Ich weiß nicht, wie gut das Verhältnis zu deiner Familie ist, da du ja schreibst, du bist bei den Worten deiner Mutter einmal sehr traurig geworden. Vielleicht hast du aber jemanden in der Familie, der dich bei deinem Schritt, psychologische Hilfe zu suchen, unterstützen kann, damit du dabei nicht alleine bist - falls du das möchtest.

Du kannst dich auch alternativ an deinen Hausarzt wenden und ihm / ihr deine körperlichen Beschwerden sowie deine seelischen Sorgen schildern.
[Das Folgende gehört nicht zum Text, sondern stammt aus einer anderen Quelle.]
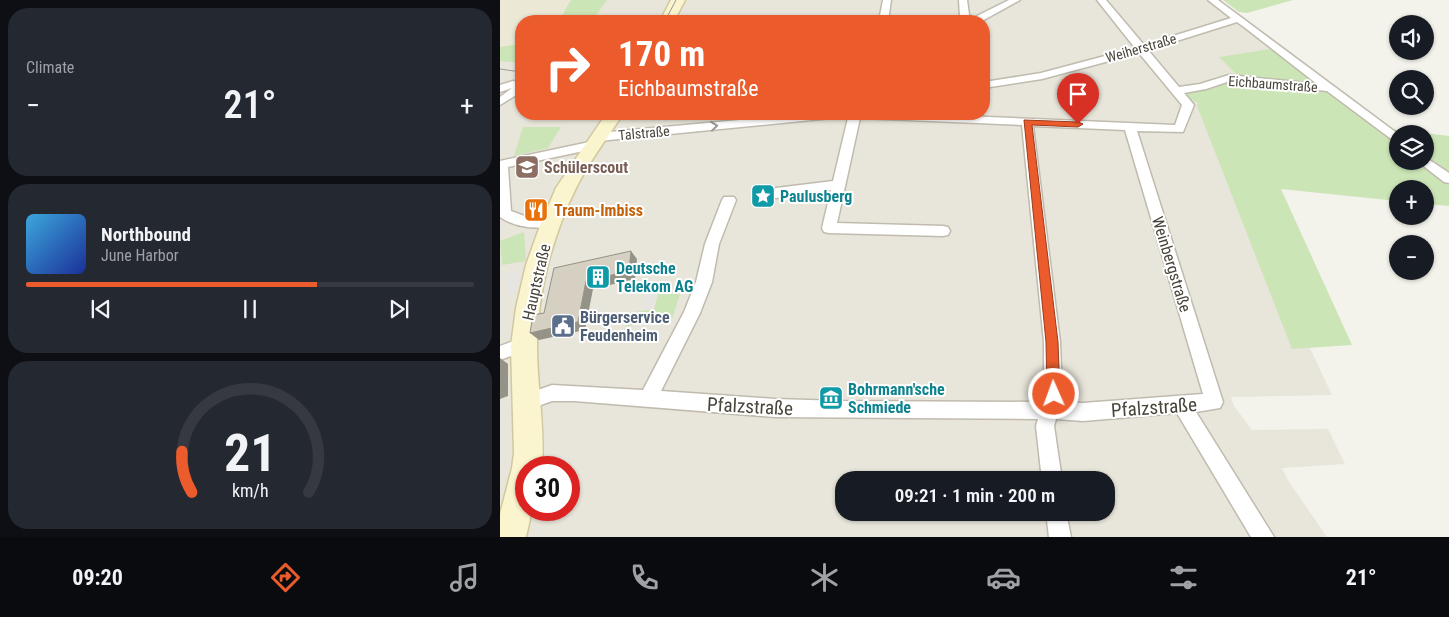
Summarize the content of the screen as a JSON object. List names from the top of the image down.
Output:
{
  "streets": {
    "street": [
      "Weiherstraße",
      "Eichbaumstraße",
      "Talstraße",
      "Weinbergstraße",
      "Hauptstraße",
      "Pfalzstraße"
    ]
  },
  "crossings": [
    ["Talstraße", "Hauptstraße"],
    ["Weinbergstraße", "Pfalzstraße"],
    ["Hauptstraße", "Pfalzstraße"]
  ],
  "one_way": ["Talstraße"],
  "places": {
    "school or university": ["Schülerscout"],
    "place": ["Paulusberg"],
    "restaurant": ["Traum-Imbiss"],
    "building": ["Deutsche Telekom AG"],
    "public building": ["Bürgerservice Feudenheim"],
    "museum": ["Bohrmann'sche Schmiede"]
  },
  "page": {
    "tile": "Climate",
    "map_buttons": ["+", "−"],
    "turn": ["170 m", "Eichbaumstraße"],
    "heat": ["−", "21°", "+"],
    "song": ["Northbound", "June Harbor"],
    "limit": "30",
    "trip": "09:21 · 1 min · 200 m",
    "tabs": ["09:20", "21°"],
    "gauge": ["21", "km/h"]
  }
}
Dein Arzt weiß vielleicht, an wen er / sie dich weiterverweisen kann und wo du die Unterstützung findest, die du brauchst.

Weiters gibt es auch die Online-Beratung der Caritas:
http://www.caritas.de/hilfeundberatung/onlineberatung/onlineberatung

Ich glaube allerdings, dass dir jemand im persönlichen Gespräch am besten die Unterstützung bieten kann, die du dir im Moment wünscht und die dich aus der Situation, in der du gerade bist, herausholen kann.

Liebe Unbekannte, ich wünsche dir ganz viel Mut und Kraft, diesen Schritt zu gehen und dich an jemanden zu wenden, der dir aktiv weiterhelfen kann.
Auch, wenn es dir vielleicht im Moment schwer vorkommt: Du hast es auch geschafft, uns zu schreiben, obwohl es dir, wie du schreibst, sehr schwer gefallen ist. Aber du hast es geschafft, weil dein Wille stark genug war. Diesen nächsten Schritt kannst du also auch schaffen!

Ich wünsche dir von ganzem Herzen alles Gute!